Solid-state NMR (SSNMR) and X-ray powder diffraction (XRPD) allow a study of a novel and stable polymorph of paclitaxel (Taxol) with two molecules per asymmetric unit (Z‘) in the P212121 space group. The asymmetric unit volume is 2167 Å3, about four times larger than that previously characterized in combined XRPD/SSNMR studies. The method, employing SSNMR constraints, allows the XRPD Rietveld analysis to establish many of the lattice details that otherwise would be unavailable. NMR structural constraints are provided by isotropic shifts and three-dimensional (3D) chemical shift tensors (CST), which are determined by ab initio quantum mechanical calculations. CST data give highly sensitive information on short-range structural features such as intra-atomic distances (particularly for proton positions that are undetermined with XRPD methods) and short-range valence angles that exhibit relatively poor sensitivity in reasonably large microcrystalline powders.

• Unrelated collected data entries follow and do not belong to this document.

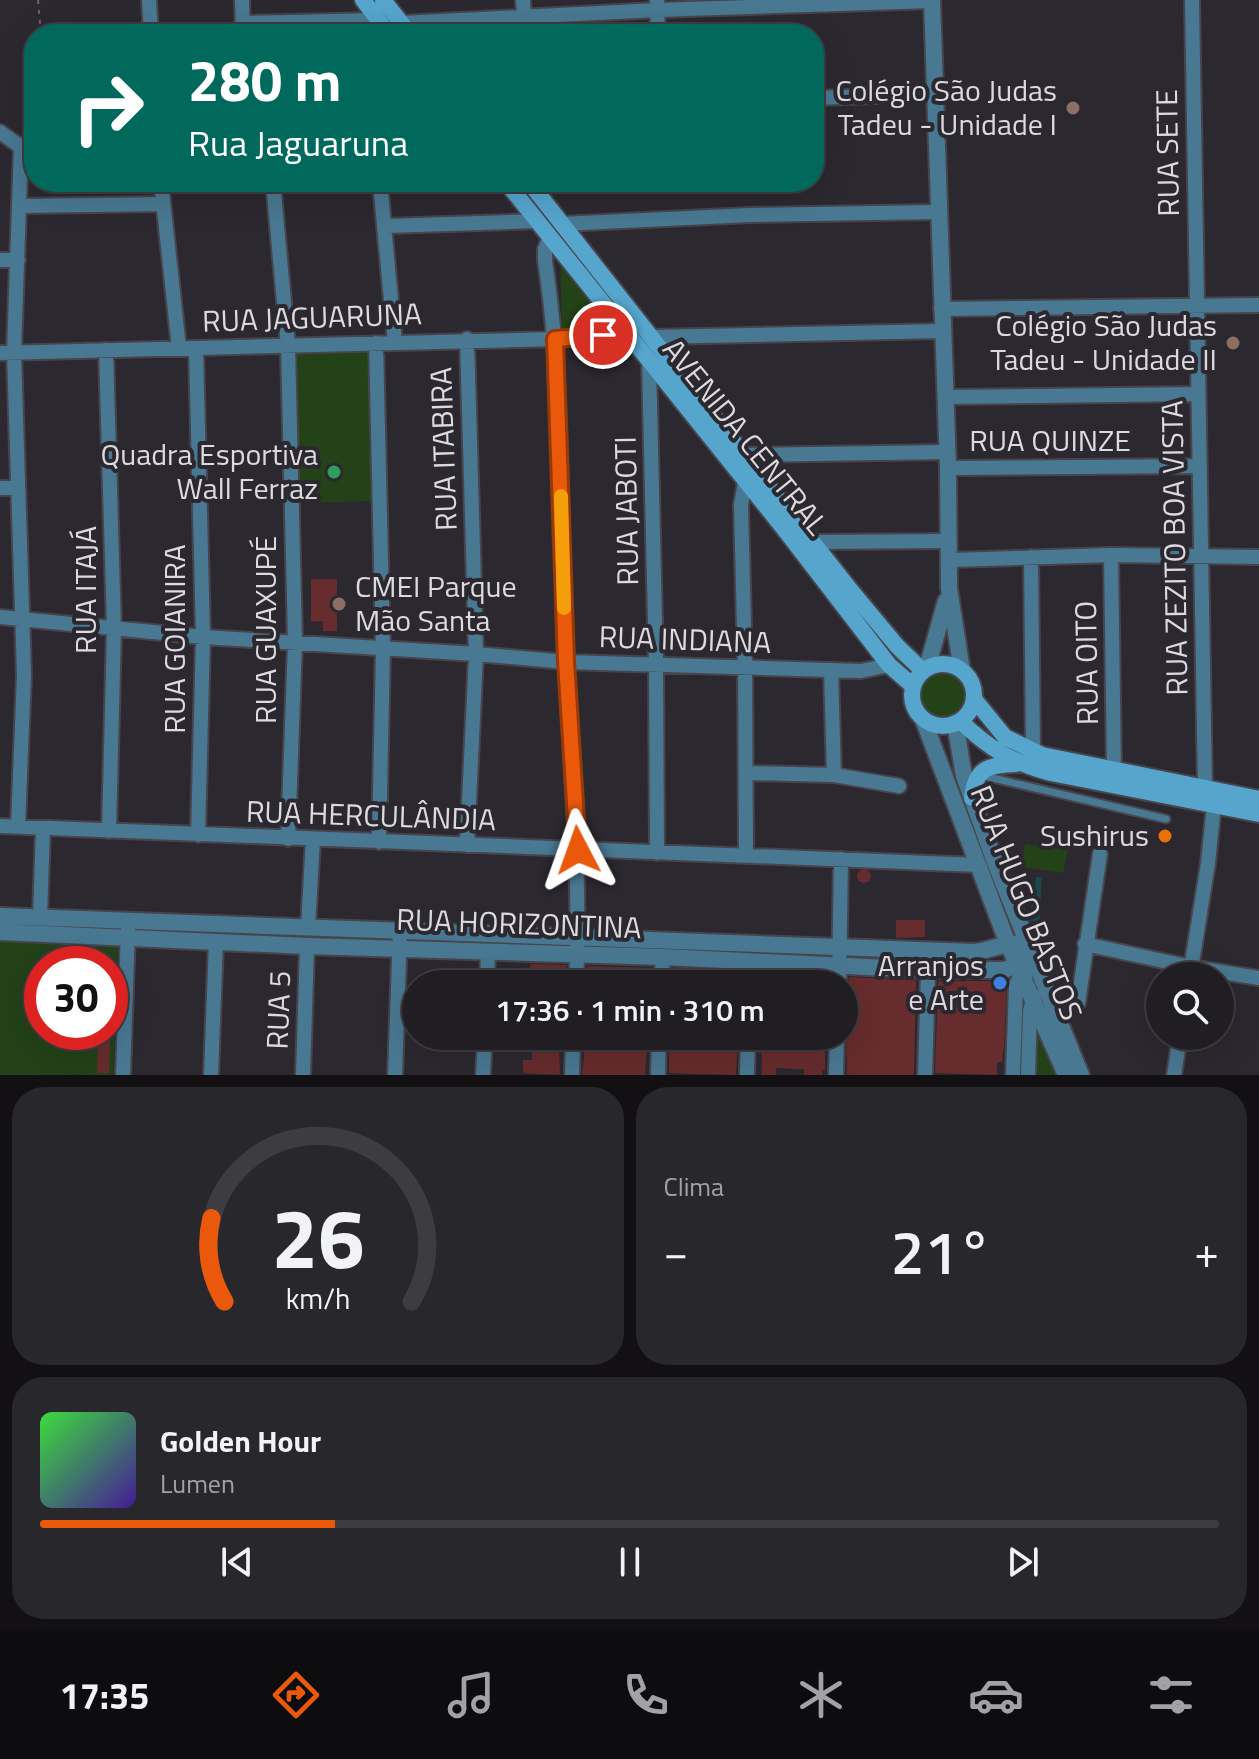 <!DOCTYPE html>
<html lang="pt">
<head>
<meta charset="utf-8">
<style>
  body { margin:0; font-family:"Titillium Web",sans-serif; background:#28272b; color:#f1f3f6; height:100vh; display:flex; flex-direction:column; font-size:30px; white-space:nowrap }
  * { box-sizing:border-box; margin:0 }
  p { font-size:26px; color:#a2a2a6 }
  .icon { flex:none; width:44px; height:44px; fill:none; stroke:currentColor; stroke-width:2; stroke-linecap:round; stroke-linejoin:round }
  .map { position:relative; height:1075px; overflow:hidden }
  .sheet { display:flex; flex-direction:column; gap:12px; padding:12px; background:#121013; flex:1 }
  .sheet>* { flex:none }
  .banner { position:absolute; left:24px; top:24px; width:800px; height:168px; border-radius:32px; box-shadow:0 8px 32px #0002,0 0 0 2px #3d3c41; background:#00695c; color:#fff; overflow:hidden }
  .fabs { position:absolute; left:1146px; top:962px; display:grid; gap:16px }
  .fabs a { display:grid; place-items:center; width:88px; height:88px; border-radius:50%; background:#201e23; box-shadow:0 8px 32px #0002,0 0 0 2px #3d3c41; font-size:40px }
  .speed { position:absolute; left:24px; top:946px; display:flex; gap:16px; font-size:40px; font-weight:700; text-align:center }
  .speed>* { display:grid; place-content:center; width:104px; height:104px; border-radius:50%; background:#201e23; box-shadow:0 8px 32px #0002,0 0 0 2px #3d3c41; line-height:1 }
  .speed .limit { border:12px solid #d22; background:#fff; color:#111 }
  .pin { position:absolute; display:grid; place-items:center; width:68px; height:68px; color:#fff; margin:-34px; border:4px solid #fff; border-radius:50%; box-shadow:0 2px 8px #0007 }
  .me { position:absolute; width:88px; margin:-44px; rotate:356deg; stroke-linejoin:round; filter:drop-shadow(0 0 6px #0008) }
  .turn { display:flex; align-items:center; gap:28px; height:168px; padding:0 32px; font-size:36px }
  .turn .icon { width:104px; height:104px; stroke-width:2.5 }
  .turn b { display:block; font-size:56px; line-height:68px }
  .big { font-size:60px; font-weight:600; line-height:1.1 }
  .sheet .widget { flex:1; display:flex; flex-direction:column; justify-content:center; gap:12px; min-width:0; padding:0 28px; border-radius:32px; background:#28272b }
  .sheet .dial { align-items:center; gap:0 }
  .dial svg { height:208px; overflow:visible; fill:none; stroke:#3d3c41; stroke-width:7; stroke-linecap:round; text-anchor:middle }
  .dial text { fill:#f1f3f6; stroke:none }
  .song { display:flex; align-items:center; gap:24px }
  .cover { width:96px; height:96px; border-radius:12px; background:linear-gradient(135deg,hsl(120 70% 55%),hsl(260 70% 35%)) }
  .played { height:8px; border-radius:4px; background:linear-gradient(90deg,#ea580c 25%,#3d3c41 25%) }
  .keys { display:flex; justify-content:space-around; direction:ltr }
  .heat { display:flex; justify-content:space-between; align-items:center; font-size:44px; direction:ltr }
  .sheet .tiles { flex:1; display:grid; gap:12px; grid-template-columns:1fr 1fr }
  .widget:last-child { grid-column:span 2 }
  .trip { position:absolute; left:402px; top:970px; width:456px; height:80px; border-radius:40px; background:#201e23; box-shadow:0 8px 32px #0002,0 0 0 2px #3d3c41; font-weight:600; line-height:80px; text-align:center }
  .tabs { display:flex; height:128px; justify-content:space-around; align-items:center; background:#0d0c0e; color:#a2a2a6 }
  .tabs .icon { width:56px; height:56px }
  .tabs .on { color:#ea580c }
  .tabs b { font-size:36px; color:#f1f3f6 }
  .map>svg:first-child { display:block }
  .green { fill:#234218; fill-rule:evenodd }
  .water { fill:#19484b }
  .building { fill:#672c2d }
  .lines { fill:none; stroke-linecap:round; stroke-linejoin:round }
  .service-casing { stroke:#47444b; stroke-width:11 }
  .minor-casing { stroke:#47444b; stroke-width:18 }
  .tertiary-casing { stroke:#47444b; stroke-width:20 }
  .secondary-casing { stroke:#47444b; stroke-width:20 }
  .path { stroke:#66646a; stroke-width:2; stroke-dasharray:4 6; stroke-linecap:butt }
  .service { stroke:#497892; stroke-width:7 }
  .minor { stroke:#497892; stroke-width:14 }
  .tertiary { stroke:#497892; stroke-width:16 }
  .secondary { stroke:#55a5cd; stroke-width:16 }
  .route-casing { stroke:#983908; stroke-width:20 }
  .route { stroke:#ea580c; stroke-width:14 }
  .slow { stroke:#f59e0b; stroke-width:14 }
  .education-dot { fill:#8d6e63; stroke:#2b282f; stroke-width:3 }
  .leisure-dot { fill:#2e9e5b; stroke:#2b282f; stroke-width:3 }
  .food-dot { fill:#e8710a; stroke:#2b282f; stroke-width:3 }
  .shop-dot { fill:#3f7fe0; stroke:#2b282f; stroke-width:3 }
  .labels { text-anchor:middle; stroke-width:8; stroke-linejoin:round; paint-order:stroke }
  .poi-label { font-size:30px; fill:#dcdadf; stroke:#2b282f; text-anchor:end }
  .street-label { font-size:30px; fill:#dcdadf; stroke:#2b282f }
</style>
</head>
<body>
<div class="map">
<svg width="1259" height="1075" viewBox="0 0 1259 1075">
  <rect width="100%" height="100%" fill="#2b282f"/>
  <path class="green" d="M560 257 615 326 562 328Z
    M369 348 373 501 297 503 294 350Z
    M919 695a24 24 0 1 1 48 0a24 24 0 1 1-48 0Z
    M1025 844 1068 850 1063 873 1022 867Z
    M0 939 118 943 113 1075H0ZM42 964H110V1032H42Z
    M1034 1021 1056 1075H1032Z"/>
  <path class="water" d="M1036 877H1042C1040 893 1042 906 1039 922L1029 921Z"/>
  <path class="building" d="M311 579H337V631H323V621L311 622Z
    M857 876a7 7 0 1 1 14 0a7 7 0 1 1-14 0Z
    M896 920H925V937L896 938Z
    M530 964 567 965 563 984H532Z
    M587 966 652 968 651 978H647V984H586Z
    M672 968 741 972 740 980 739 984H673Z
    M761 973 829 976V984H766L760 982Z
    M849 977 916 980 914 1075H847L846 1031Z
    M938 981H1007L1004 1047 1002 1062H997V1075L935 1073Z
    M98 1032H110L109 1073H97Z
    M533 1036H553V1047H559L560 1075 523 1073V1060H532Z
    M586 1036H648L645 1075H582Z
    M669 1036H738L736 1075 669 1073Z
    M767 1036H825V1070H822V1075H804V1069L776 1068V1075H762V1053H758V1039L767 1040Z"/>
  <g class="lines">
    <g class="service-casing">
      <path id="service" d="M980 775 1166 819"/>
    </g>
    <g class="minor-casing">
      <path id="minor" d="M149 0 151 34
        M242 0 243 34
        M523 0 525 34
        M657 0 658 34
        M1192 0 1205 789
        M242 23 378 20
        M401 23 658 10 932 1
        M814 98 935 94
        M0 132 21 147 14 352 24 675 18 826
        M161 182 179 348
        M273 182 288 346 295 641 288 839
        M380 182 395 343
        M19 206 163 204
        M561 224 750 215 939 212
        M386 226 537 221
        M550 237 545 249V261C565 393 559 528 566 662 571 771 581 874 576 984
        M0 260H18
        M941 309 1259 305
        M651 337 942 331
        M376 343 383 648 379 842
        M196 348 203 637 198 835
        M106 350 114 629 109 831
        M0 353 555 339 626 333
        M649 361 656 665 657 853
        M945 397 1198 394
        M745 455 948 452
        M948 468 1200 466
        M745 482 741 505 745 667 746 855
        M0 488H18
        M815 542 948 541
        M1111 555 1114 771
        M1031 557 1033 751
        M950 560 1111 555 1259 557
        M0 617 203 637 476 654 566 662 861 671 889 665
        M831 670 834 775
        M746 773 834 775 899 786
        M0 826 979 865
        M467 845 476 654 467 339
        M40 917 43 828
        M308 927 313 839
        M1085 944 1191 967 1259 978
        M1190 975 1208 863 1214 805
        M487 984 488 952
        M661 984 663 957
        M750 984 751 962
        M839 984 841 859
        M1078 1003 1100 854
        M123 1075 128 929
        M211 1075 216 941
        M303 1075 307 946
        M395 1075 400 931
        M483 1075 485 1036
        M572 1075 573 1036
        M658 1075 659 1036
        M747 1075 748 1036
        M836 1075 837 1036
        M925 1075 928 970
        M1013 1075 1016 985 1022 973 1027 972
        M1028 1075 1030 1011 1034 996
        M1174 1075 1180 1036"/>
    </g>
    <g class="tertiary-casing">
      <path id="tertiary" d="M932 0 948 468 949 588 962 671
        M927 668 946 601
        M923 719 1008 944 1066 1075
        M955 723 964 776 996 865 1081 1075
        M0 916 973 952C991 951 1010 939 1027 946
        M0 932 307 946 663 957 928 970H1004L1018 965 1030 954"/>
    </g>
    <g class="secondary-casing">
      <path id="secondary" d="M363 0 389 34
        M383 0 410 34
        M506 182 785 530 889 665 913 686
        M529 182 848 587 897 646 923 671
        M912 695a31 31 0 1 1 62 0a31 31 0 1 1-62 0Z
        M974 699 1005 737 1042 755 1259 799
        M960 721C990 749 1011 762 1051 773L1259 814
        M972 798C975 768 988 765 1016 764"/>
    </g>
    <path class="path" d="M38 0 41 34
      M24 134 34 93"/>
    <use href="#service" class="service"/>
    <use href="#minor" class="minor"/>
    <use href="#tertiary" class="tertiary"/>
    <use href="#secondary" class="secondary"/>
  </g>
  <g class="lines">
    <g class="route-casing">
      <path id="route" d="M578 850 566 662 555 339 603 335"/>
    </g>
    <use href="#route" class="route"/>
    <path class="slow" d="M561 496 564 608"/>
  </g>
  <g class="education-dot">
    <circle cx="1073" cy="108" r="8"/>
    <circle cx="1233" cy="343" r="8"/>
    <circle cx="339" cy="604" r="8"/>
  </g>
  <circle class="leisure-dot" cx="334" cy="472" r="8"/>
  <circle class="food-dot" cx="1165" cy="836" r="8"/>
  <circle class="shop-dot" cx="1000" cy="983" r="8"/>
  <g class="labels">
    <g class="poi-label">
      <text x="1057" y="101">Colégio São Judas<tspan x="1057" dy="34">Tadeu - Unidade I</tspan></text>
      <text x="1217" y="336">Colégio São Judas<tspan x="1217" dy="34">Tadeu - Unidade II</tspan></text>
      <text x="318" y="465">Quadra Esportiva<tspan x="318" dy="34">Wall Ferraz</tspan></text>
      <text x="355" y="597" text-anchor="start">CMEI Parque<tspan x="355" dy="34">Mão Santa</tspan></text>
      <text x="1149" y="846">Sushirus</text>
      <text x="984" y="976">Arranjos<tspan x="984" dy="34">e Arte</tspan></text>
    </g>
    <g class="street-label">
      <text transform="translate(1168 153) rotate(-91)" y="10">RUA SETE</text>
      <text transform="translate(312 318) rotate(-2)" y="10">RUA JAGUARUNA</text>
      <text transform="translate(745 437) rotate(51)" y="10">AVENIDA CENTRAL</text>
      <text x="1050" y="451">RUA QUINZE</text>
      <text transform="translate(444 449) rotate(-92)" y="10">RUA ITABIRA</text>
      <text transform="translate(627 511) rotate(-91)" y="10">RUA JABOTI</text>
      <text transform="translate(1175 548) rotate(-91)" y="10">RUA ZEZITO BOA VISTA</text>
      <text transform="translate(86 590) rotate(-90)" y="10">RUA ITAJÁ</text>
      <text transform="translate(266 630) rotate(-90)" y="10">RUA GUAXUPÉ</text>
      <text transform="translate(175 639) rotate(-90)" y="10">RUA GOIANIRA</text>
      <text transform="translate(685 640) rotate(2)" y="10">RUA INDIANA</text>
      <text transform="translate(1087 663) rotate(-91)" y="10">RUA OITO</text>
      <text transform="translate(371 816) rotate(2)" y="10">RUA HERCULÂNDIA</text>
      <text transform="translate(1026 903) rotate(68)" y="10">RUA HUGO BASTOS</text>
      <text transform="translate(519 924) rotate(2)" y="10">RUA HORIZONTINA</text>
      <text transform="translate(279 1010) rotate(-88)" y="10">RUA 5</text>
    </g>
  </g>
</svg>
<div class="fabs">
<a><svg class="icon" aria-label="search" viewBox="0 0 24 24"><circle cx="10" cy="10" r="6"/><path d="M15 15l6 6"/></svg></a>
</div>
<div class="speed"><div class="limit">30</div></div>
<div class="pin" style="left:603px;top:335px;background:#d93025"><svg class="icon" aria-label="arrive" viewBox="0 0 24 24"><path d="M6 21V4h12l-3 4 3 4H6"/></svg></div>
<svg class="me" style="left:578px;top:850px" viewBox="-20 -20 40 40"><path d="M0-17L14 15 0 8-14 15z" fill="#ea580c" stroke="#fff" stroke-width="4"/></svg>
<div class="trip">17:36 · 1 min · 310 m</div>
<div class="banner">
<div class="turn"><svg class="icon" aria-label="right" viewBox="0 0 24 24"><path d="M7 20v-9h11M14 6l5 5-5 5"/></svg><div><b>280 m</b>Rua Jaguaruna</div></div>
</div>
</div>
<section class="sheet">
<div class="tiles">
<div class="widget dial"><svg viewBox="0 0 100 80">
<path d="M14 69A42 42 0 1 1 86 69"/>
<path d="M14 69A42 42 0 0 1 9 37" stroke="#ea580c"/>
<text x="50" y="56" font-size="32" font-weight="700">26</text>
<text x="50" y="72" font-size="11">km/h</text>
</svg></div>
<div class="widget"><p>Clima</p>
<div class="heat"><a>−</a><b class="big">21°</b><a>+</a></div>
</div>
<div class="widget">
<div class="song"><i class="cover"></i><div><b>Golden Hour</b><p>Lumen</p></div></div>
<div class="played"></div>
<div class="keys"><svg class="icon" aria-label="previous" viewBox="0 0 24 24"><path d="M18 5L8 12l10 7zM5 5v14"/></svg><svg class="icon" aria-label="pause" viewBox="0 0 24 24"><path d="M8 5v14M16 5v14"/></svg><svg class="icon" aria-label="next" viewBox="0 0 24 24"><path d="M6 5l10 7-10 7zM19 5v14"/></svg></div>
</div>
</div>
</section>
<nav class="tabs">
<b>17:35</b>
<svg class="icon on" aria-label="directions" viewBox="0 0 24 24"><path d="M12 3l9 9-9 9-9-9zM9 14v-3h6M13 9l2 2-2 2"/></svg>
<svg class="icon" aria-label="music" viewBox="0 0 24 24"><path d="M9 18V5l10-2v13"/><circle cx="6" cy="18" r="3"/><circle cx="16" cy="16" r="3"/></svg>
<svg class="icon" aria-label="phone" viewBox="0 0 24 24"><path d="M5 4h4l2 5-3 2q2 4 5 5l2-3 5 2v4C11 20 4 13 5 4z"/></svg>
<svg class="icon" aria-label="climate" viewBox="0 0 24 24"><path d="M12 3v18M4 7l16 10M4 17L20 7"/></svg>
<svg class="icon" aria-label="car" viewBox="0 0 24 24"><path d="M5 17H2v-5l4-1 3-4h7l3 4 3 1v5h-3M9 17h6M6 11h13"/><circle cx="7" cy="17" r="2"/><circle cx="17" cy="17" r="2"/></svg>
<svg class="icon" aria-label="filters" viewBox="0 0 24 24"><path d="M4 7h16M4 17h16"/><circle cx="9" cy="7" r="2"/><circle cx="15" cy="17" r="2"/></svg>
</nav>
</body>
</html>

Conversely, space group symmetry, unit cell volumes, long-range cell dimensions, and dihedral angles of extended chains are estimated with XRPD measurements. Corroboration of many structural parameters by combined quantum mechanical, SSNMR, and XRPD results indicate the efficacy of these combined approaches in relatively sizable microcrystalline powders. The population of the asymmetric unit, Z‘ = 2 is clearly observed even in the one-dimensional isotropic 13C spectra, which also confirmed the stability of the polymorph over a three-year period. This structural determination depends specifically on the agreement between previous SSNMR CSTs and single crystal results for baccatin, the rigid part of paclitaxel. Hence, CST data provide a reasonable initial model for the early iterative steps of a Rietveld analysis of XRPD data for a new polymorph of Taxol.